A coastline-to-coastline survey of those who make a living renting vacation hearth (a fireplace raises East Coast rents $500 for the season, thank you) and home to the fleeing urbanite shows that never before have so many spent so much to get away from, a cynic might suggest, so little. The great land rush and sand rush are on, and in this spring of 1969 most realtors say nothing seems unrentable or untenantable, no price too high, no demand too extreme—just as long as one element of vacation living is not involved: roughing it.
An intriguing but hardly typical place to begin is Southampton, N.Y., never a hardship hamlet to be sure. It was not that many years ago that Jessie Donahue set her Southampton table with the family silver, only it was gold. The Hamptons, an august string of villages some 100 miles east of Manhattan on the south shore of Long Island, still have their understated homes—cottages they call them—with six or eight master bedrooms and four or five maid's rooms. They sell for $250,000 to $300,000 and rent at $15,000 to $25,000 for the season. Three or four are taken each summer by debutantes' parents anxious to get their daughters' social feet wet on the right beach. Others go to "nice people." Certain Southampton realtors do not advertise or list themselves in the Yellow Pages in their desire to avoid the not-so-nice people. Nonetheless, the status of the Hamptons is now attracting the executives who have made their money at an ungracious pace and high-flying Texas types in his-and-her helicopters.
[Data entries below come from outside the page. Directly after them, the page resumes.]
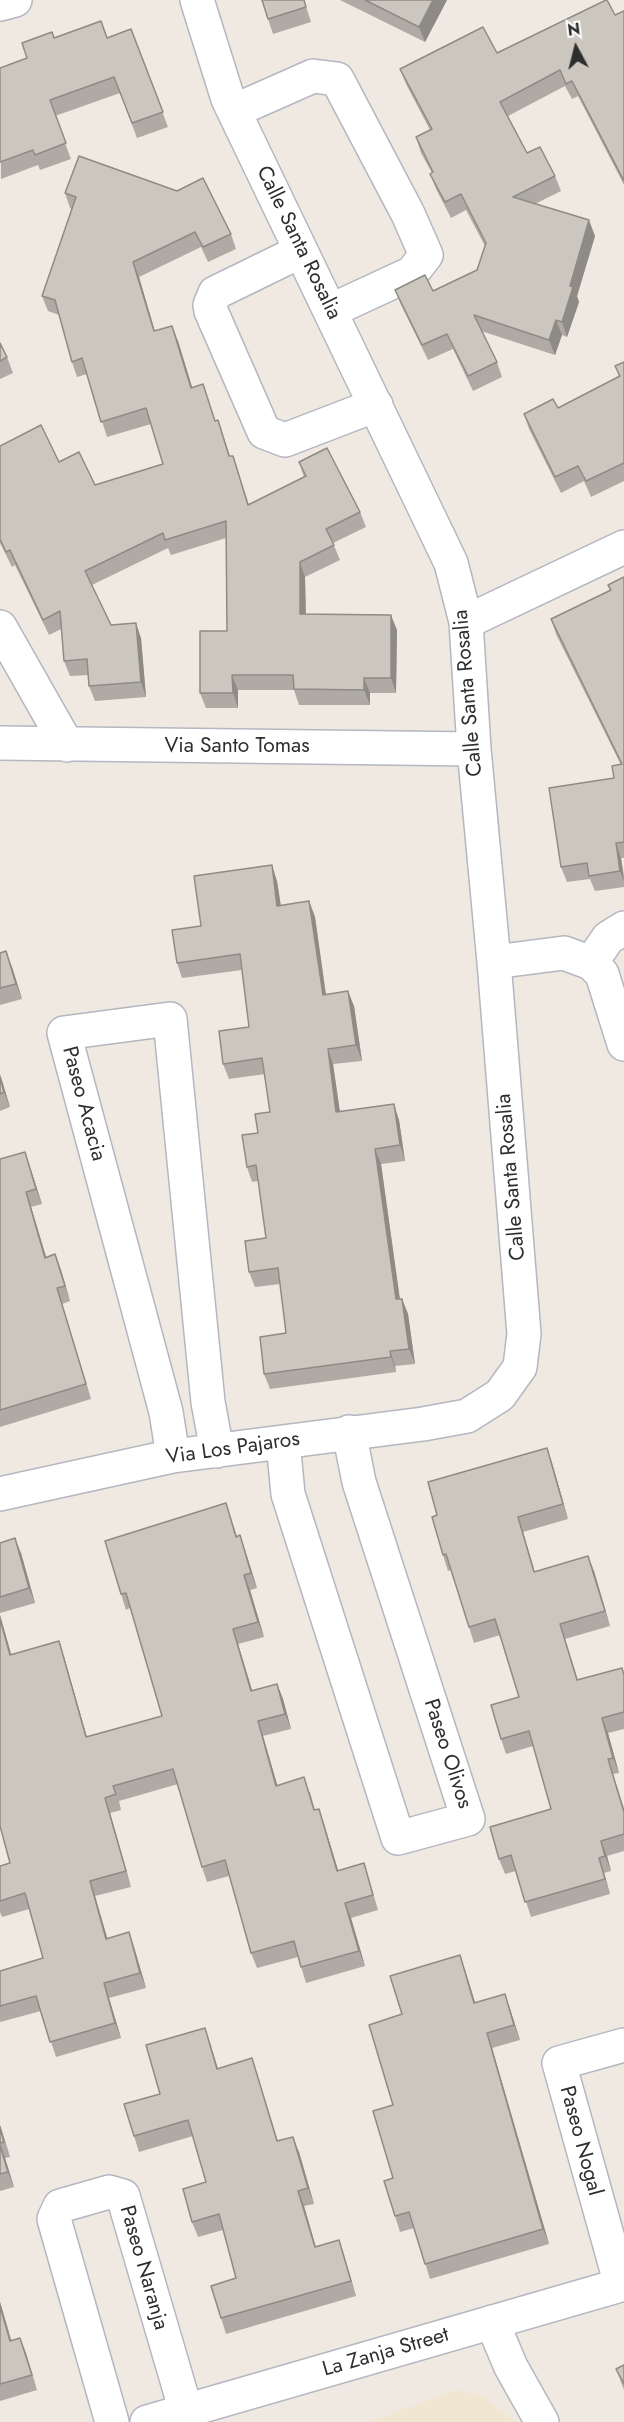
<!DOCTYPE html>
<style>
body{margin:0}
#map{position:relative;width:624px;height:2422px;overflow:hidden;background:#efe9e1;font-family:Jost,sans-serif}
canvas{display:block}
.north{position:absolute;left:546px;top:18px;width:60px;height:60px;-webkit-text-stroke:4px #fff;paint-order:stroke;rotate:353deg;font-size:16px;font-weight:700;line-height:24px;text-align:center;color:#2e2e2e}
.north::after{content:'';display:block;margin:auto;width:21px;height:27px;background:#2e2e2e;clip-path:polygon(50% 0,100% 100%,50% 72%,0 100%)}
</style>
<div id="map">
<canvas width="624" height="2422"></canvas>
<div class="north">N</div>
</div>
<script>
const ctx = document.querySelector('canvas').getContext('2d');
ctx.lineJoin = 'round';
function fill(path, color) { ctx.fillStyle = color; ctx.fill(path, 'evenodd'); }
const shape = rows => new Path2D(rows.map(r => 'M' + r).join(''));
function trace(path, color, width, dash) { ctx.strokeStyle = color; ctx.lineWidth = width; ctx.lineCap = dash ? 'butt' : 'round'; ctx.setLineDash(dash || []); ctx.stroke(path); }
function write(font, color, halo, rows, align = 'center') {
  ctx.font = font + ' Jost,sans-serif'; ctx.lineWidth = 4.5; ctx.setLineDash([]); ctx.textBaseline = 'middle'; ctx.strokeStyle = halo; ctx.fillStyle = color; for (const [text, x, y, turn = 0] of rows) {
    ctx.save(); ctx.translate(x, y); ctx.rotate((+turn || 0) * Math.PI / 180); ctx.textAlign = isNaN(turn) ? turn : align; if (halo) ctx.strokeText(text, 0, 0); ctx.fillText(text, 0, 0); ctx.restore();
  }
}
const education = shape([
 [457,2390,482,2396,517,2422,369,2422]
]);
const minor = shape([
 [0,4,15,0],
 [234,111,313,76,337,79,408,214,426,255,412,273,330,311],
 [301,251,215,293,210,305,211,311,264,432,285,440,376,405],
 [466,622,624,547],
 [0,627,67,745],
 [0,743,474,749],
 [494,962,564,953,591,963,602,974,624,1044],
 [591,963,608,938,624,928],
 [283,1442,288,1494,398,1838,468,1819,359,1482,349,1432],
 [173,1456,166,1412,64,1033,170,1019,208,1402,217,1451],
 [0,1494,173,1456,423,1424,467,1416,500,1395,520,1367,524,1334,494,962,474,749,466,622,451,563,228,99,197,0],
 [621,2285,559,2063,624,2045],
 [492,2322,511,2367,542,2422],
 [112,2422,54,2219,60,2206,109,2192,123,2196,186,2411],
 [147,2422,624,2284]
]);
const wall = shape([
 [304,0,311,22,273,34,268,19],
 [340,0,447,0,425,42],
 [624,11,624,185,578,96,572,99,565,86,508,116,527,153,555,176,561,191,535,204,595,236,577,296,579,302,567,337,562,335,555,355,481,331,497,362,502,377,473,391,453,349,428,360,401,305,395,290,433,291,477,270,485,246,466,210,451,218,436,189,430,174,432,173,421,153,416,137,430,130,406,84,400,69,497,53,615,15],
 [131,29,168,127,137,138,120,93,55,116,71,159,40,170,38,165,1,179,0,68,27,58,54,38,107,38],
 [65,193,231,234,236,249,208,262,201,247,139,277,155,331,178,341,192,388,203,384,215,421,218,420,230,456,233,456,249,505,304,477,299,462,360,512,366,527,333,543,340,560,305,577,306,614,397,630,396,693,370,693,370,705,299,705,294,690,238,690,238,708,206,708,200,693,227,631,226,538,171,555,168,548,92,585,111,625,141,638,146,697,95,701,89,686,88,675,70,676,64,661,61,629,49,635,15,565,12,567,0,543,0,446,59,462,95,485,163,464,151,424,107,437,87,374,77,377,72,362,59,315,48,311,42,296,72,209,70,208],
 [0,343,7,357,13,373,0,379],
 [624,362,624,481,591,497,584,481,561,493,529,429,524,414,558,408,619,377,615,366],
 [624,577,624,858,621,858,624,875,624,887,595,891,590,879,567,882,561,867,614,778,621,765,556,634,551,619,610,590,608,585],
 [277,881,281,906,309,901,315,917,326,995,354,1006,362,1061,333,1064,340,1112,399,1120,405,1161,381,1164,400,1299,402,1299,408,1314,415,1364,395,1366,396,1372,270,1389,264,1374,286,1333,280,1284,255,1287,249,1272,266,1238,258,1181,252,1182,247,1167,258,1133,270,1112,265,1074,229,1079,223,1064,249,1027,242,970,182,978,177,963,201,926],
 [0,953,12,967,22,999,0,1005],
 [0,1074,10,1107,0,1111],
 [25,1152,42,1204,31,1207,46,1257,55,1254,61,1270,70,1301,62,1304,91,1399,0,1427,0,1159],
 [547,1448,552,1463,568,1519,523,1532,535,1572,594,1571,610,1626,565,1639,578,1680,624,1674,624,1729,608,1733,619,1773,613,1774,624,1809,624,1851,607,1856,611,1871,604,1873,610,1894,531,1917,516,1871,505,1874,499,1859,551,1809,533,1746,506,1754,501,1739,519,1697,500,1635,474,1643,451,1570,448,1571,443,1555,437,1515],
 [226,1503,237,1536,245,1550,257,1588,250,1590,264,1637,238,1644,252,1691,277,1684,283,1699,291,1729,263,1736,277,1785,310,1792,315,1810,319,1809,324,1824,338,1871,369,1879,378,1910,351,1918,365,1966,306,1983,298,1957,257,1968,251,1953,229,1876,207,1882,202,1867,178,1784,119,1801,121,1810,110,1813,131,1887,95,1896,107,1938,129,1932,134,1947,146,1988,109,1998,121,2038,56,2057,41,2011,0,2022,0,1971,43,1958,29,1909,2,1917,0,1912,0,1866,10,1863,0,1826,0,1615,11,1655,64,1657,87,1737,162,1716,130,1608,126,1610,121,1594],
 [0,1543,21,1553,35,1603,0,1613],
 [465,1970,475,2003,510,2009,520,2040,492,2048,549,2244,430,2279,414,2228,400,2232,395,2216,393,2178,393,2105,402,2014],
 [210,2043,218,2068,257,2074,278,2141,299,2152,314,2204,304,2206,316,2247,339,2240,356,2296,226,2334,221,2318,236,2278,223,2230,198,2237,192,2222,206,2182,193,2136,139,2152,134,2136,160,2094],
 [0,2125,10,2157,5,2158,14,2187,0,2191],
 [0,2302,11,2340,20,2338,37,2390,0,2401],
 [624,2365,624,2390,616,2369]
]);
const shadedWall = shape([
 [433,0,447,0,425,42,419,27],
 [589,220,595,236,577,296,579,302,567,337,562,322,570,286],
 [133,262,139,277,159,346,154,331],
 [556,320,562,335,555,355,549,340],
 [172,326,178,341,197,403,191,388],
 [300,562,305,577,306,629,300,614],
 [391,615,397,630,396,693,391,678],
 [136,623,141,638,146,697,141,682],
 [232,675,238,690,238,708,233,693],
 [364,678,370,693,370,705,364,690],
 [616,843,621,858,624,882,620,871],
 [272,865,277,881,283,921,277,906],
 [309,901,315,917,328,1010,323,995],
 [6,951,12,967,22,999,16,984],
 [348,991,354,1006,362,1061,356,1045],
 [328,1049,333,1064,342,1127,336,1112],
 [0,1074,10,1107,4,1092],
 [394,1104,399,1120,405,1161,400,1145],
 [375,1149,381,1164,402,1315,396,1299],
 [25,1152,30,1167,42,1204,36,1189],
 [26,1192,31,1207,51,1273,45,1258],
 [55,1254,61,1270,70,1301,65,1286],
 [57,1288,62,1304,91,1399,86,1384],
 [402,1299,408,1314,415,1364,409,1349],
 [390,1351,395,1366,396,1372,391,1357],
 [547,1448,552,1463,568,1519,563,1504],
 [518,1517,523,1532,539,1588,534,1572],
 [240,1535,245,1550,257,1588,251,1573],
 [15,1538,21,1553,35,1603,29,1588],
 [588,1556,594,1571,610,1626,605,1611],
 [244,1575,250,1590,264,1637,258,1622],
 [0,1615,16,1671,10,1655,0,1619],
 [233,1629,238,1644,257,1706,251,1691],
 [59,1641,64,1657,91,1752,86,1737],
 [277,1684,283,1699,291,1729,285,1714],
 [602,1718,608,1733,619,1773,613,1758],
 [258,1721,263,1736,282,1801,276,1786],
 [608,1759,624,1809,624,1812],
 [105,1798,110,1813,131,1887,126,1871],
 [319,1809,324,1824,343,1886,337,1871],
 [601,1841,607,1856,611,1871,605,1856],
 [599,1858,604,1873,610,1894,605,1879],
 [90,1881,95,1896,112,1954,106,1939],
 [345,1903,351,1918,365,1966,359,1951],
 [129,1932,134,1947,146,1988,140,1973],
 [460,1955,465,1970,480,2018,474,2003],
 [104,1983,109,1998,121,2038,115,2023],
 [505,1994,510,2009,520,2040,514,2025],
 [205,2028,210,2043,222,2084,217,2069],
 [487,2033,492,2048,549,2244,543,2229],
 [0,2125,10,2157,0,2128],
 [293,2137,299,2152,314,2204,308,2188],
 [0,2145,5,2158,14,2187,8,2172],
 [298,2191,304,2206,320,2262,315,2247],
 [339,2240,344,2255,356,2296,351,2281],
 [0,2302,16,2356,0,2306],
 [20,2338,26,2353,37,2390,32,2375]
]);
const building = shape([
 [262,0,304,0,306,7,268,19,262,0],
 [365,0,433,0,419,27,365,0],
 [606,0,607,0,615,15,624,11,624,181,572,81,566,84,560,70,500,102,527,153,540,147,555,176,513,197,589,220,570,286,573,287,562,322,556,320,549,340,474,315,497,362,468,376,447,334,422,345,395,290,425,275,433,291,477,270,486,243,461,194,445,202,430,174,433,172,416,137,432,129,400,69,483,27,497,53,606,0],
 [101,21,107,38,131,29,163,112,132,123,114,77,50,100,66,143,35,155,33,150,0,162,0,68,27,58,22,43,52,32,54,38,101,21],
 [79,156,177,191,203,178,231,234,203,247,195,232,133,262,154,331,172,326,191,388,203,384,215,421,218,420,229,456,233,456,248,505,306,476,299,462,327,448,360,512,326,529,334,545,300,562,300,614,391,615,391,678,364,678,364,690,294,689,293,675,232,675,233,693,200,693,200,631,227,631,226,521,165,540,163,533,85,571,111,625,136,623,141,682,89,686,87,659,64,661,60,611,43,620,10,550,6,552,0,539,0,446,41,425,59,462,79,452,95,485,163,464,146,408,101,422,82,358,72,362,55,300,42,296,76,197,65,193,79,156],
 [0,343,7,357,0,361,0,343],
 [624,362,624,463,586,481,578,466,555,477,524,414,553,399,558,408,620,376,615,366,624,362],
 [624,577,624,842,616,843,620,871,589,876,587,863,561,867,549,788,614,778,612,766,622,764,551,619,611,590,608,585,624,577],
 [272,865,277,906,309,901,323,995,348,991,356,1045,328,1049,336,1112,394,1104,400,1145,375,1149,396,1299,402,1299,409,1349,390,1351,391,1357,264,1374,260,1337,286,1333,278,1268,249,1272,245,1241,266,1238,256,1165,247,1167,242,1135,258,1133,255,1114,270,1112,262,1058,223,1064,219,1031,249,1027,240,954,177,963,172,930,201,926,194,876,272,865],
 [6,951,16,984,0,988,0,953,6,951],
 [0,1077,4,1092,0,1094,0,1077],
 [25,1152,36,1189,26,1192,45,1258,55,1254,65,1286,57,1288,86,1384,0,1410,0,1159,25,1152],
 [547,1448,563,1504,518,1517,534,1572,588,1556,605,1611,560,1624,577,1680,622,1668,624,1675,624,1712,602,1718,613,1758,608,1759,624,1812,624,1834,601,1841,605,1856,599,1858,605,1879,525,1902,511,1855,499,1859,490,1827,551,1809,529,1731,501,1739,491,1705,519,1697,495,1619,469,1627,446,1554,443,1555,432,1517,437,1515,428,1482,547,1448],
 [226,1503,236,1537,240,1535,251,1573,244,1575,258,1622,233,1629,251,1691,277,1684,285,1714,258,1721,276,1786,304,1777,314,1810,319,1809,337,1871,364,1863,373,1895,345,1903,359,1951,301,1967,294,1941,251,1953,225,1860,202,1867,173,1769,113,1786,116,1794,105,1798,126,1871,90,1881,106,1939,129,1932,140,1973,104,1983,115,2023,50,2042,36,1996,0,2006,0,1971,43,1958,25,1893,0,1901,0,1866,10,1863,0,1826,0,1619,10,1655,59,1641,86,1737,162,1716,126,1593,121,1594,105,1541,226,1503],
 [15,1538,29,1588,0,1597,0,1543,15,1538],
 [460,1955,474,2003,505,1994,514,2025,487,2033,543,2229,425,2264,409,2212,395,2216,384,2181,393,2178,373,2111,393,2105,369,2025,402,2014,390,1976,460,1955],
 [205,2028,217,2069,252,2058,277,2141,293,2137,308,2188,298,2191,315,2247,339,2240,351,2281,221,2318,211,2286,236,2278,219,2214,192,2222,183,2189,206,2182,188,2120,134,2136,124,2104,160,2094,146,2045,205,2028],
 [0,2128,4,2142,0,2143,0,2128],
 [0,2145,8,2172,0,2174,0,2145],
 [0,2306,10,2341,20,2338,32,2375,0,2384,0,2306],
 [624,2365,624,2384,616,2369,624,2365]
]);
const streetNames = [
 ["Calle Santa Rosalia",298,243,64],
 ["Calle Santa Rosalia",469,693,-95],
 ["Via Santo Tomas",237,747],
 ["Paseo Acacia",83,1104,75],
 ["Calle Santa Rosalia",512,1177,-95],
 ["Via Los Pajaros",233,1449,-8],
 ["Paseo Olivos",447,1754,72],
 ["Paseo Nogal",580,2141,75],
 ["Paseo Naranja",143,2268,74],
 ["La Zanja Street",386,2353,-16]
];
fill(education, '#f0e6d1');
trace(minor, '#b4b7c1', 36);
trace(minor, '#fff', 33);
fill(wall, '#afaba4');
fill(shadedWall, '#8e8b86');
fill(building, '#cbc7bf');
trace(building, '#8e8b86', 1.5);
write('21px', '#2e2e2e', '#fff', streetNames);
</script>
"More than 75% of the people we deal with are buying or renting status," a Bridgehampton broker says. "They want to know who lives behind the next hedge. They rent their summer houses by April 15 so they can be listed in the local telephone directory as if they've vacationed here all their lives." Status seeking can be measured to the last silly millimeter in the price of property. A broker in Westhampton has three 70-foot oceanfront lots for sale. They are spaced about two miles apart. It is the same beach, the same ocean, but the status changes as you walk the shore. One lot is priced at $17,000, one at $35,000 and one at $65,000.
Real estate in the Hamptons is appreciating from 15% to 50% each year. A waterfront acre can sell for up to $110,000. Since summer-rental prices usually are set at 10% to 12% of the value of the property, there has been a corresponding rise in those costs. One broker says rents have increased 50% to 100% in five years. Few houses are available at less than $2,500, and $4,000 rentals are average. The last bargain anyone remembers in the Hamptons was offered a couple of years ago when Magda Gabor put her mansion up for rent. An extraordinary house that started out as a trailer parked on an oceanfront lot, it has elevators, a theater, a sauna and gym and underwater music in the pool. Magda was asking $20,000 rent for the season, but she was willing to settle for $15,000—if the tenant allowed her to continue to live upstairs.
But inflated prices are not discouraging New Yorkers, who have been flooding the real-estate offices that edge the Montauk Highway as it winds among the Hamptons. Through the glass walls of his office in Westhampton, Realtor Herb Bellringer looks down on a crowded parking lot. "You learn to size them up fairly quickly," he says, "the guys who come out here trying to impress you with rented Cadillacs and blondes, the doctors who show up in jeeps because they figure the MD license plates on their sedans would ruin their chances to wheel and deal and the close-cropped, buttoned-down young executives who are going to put on wigs, beads and shades and turn into summer swingers their first weekend out."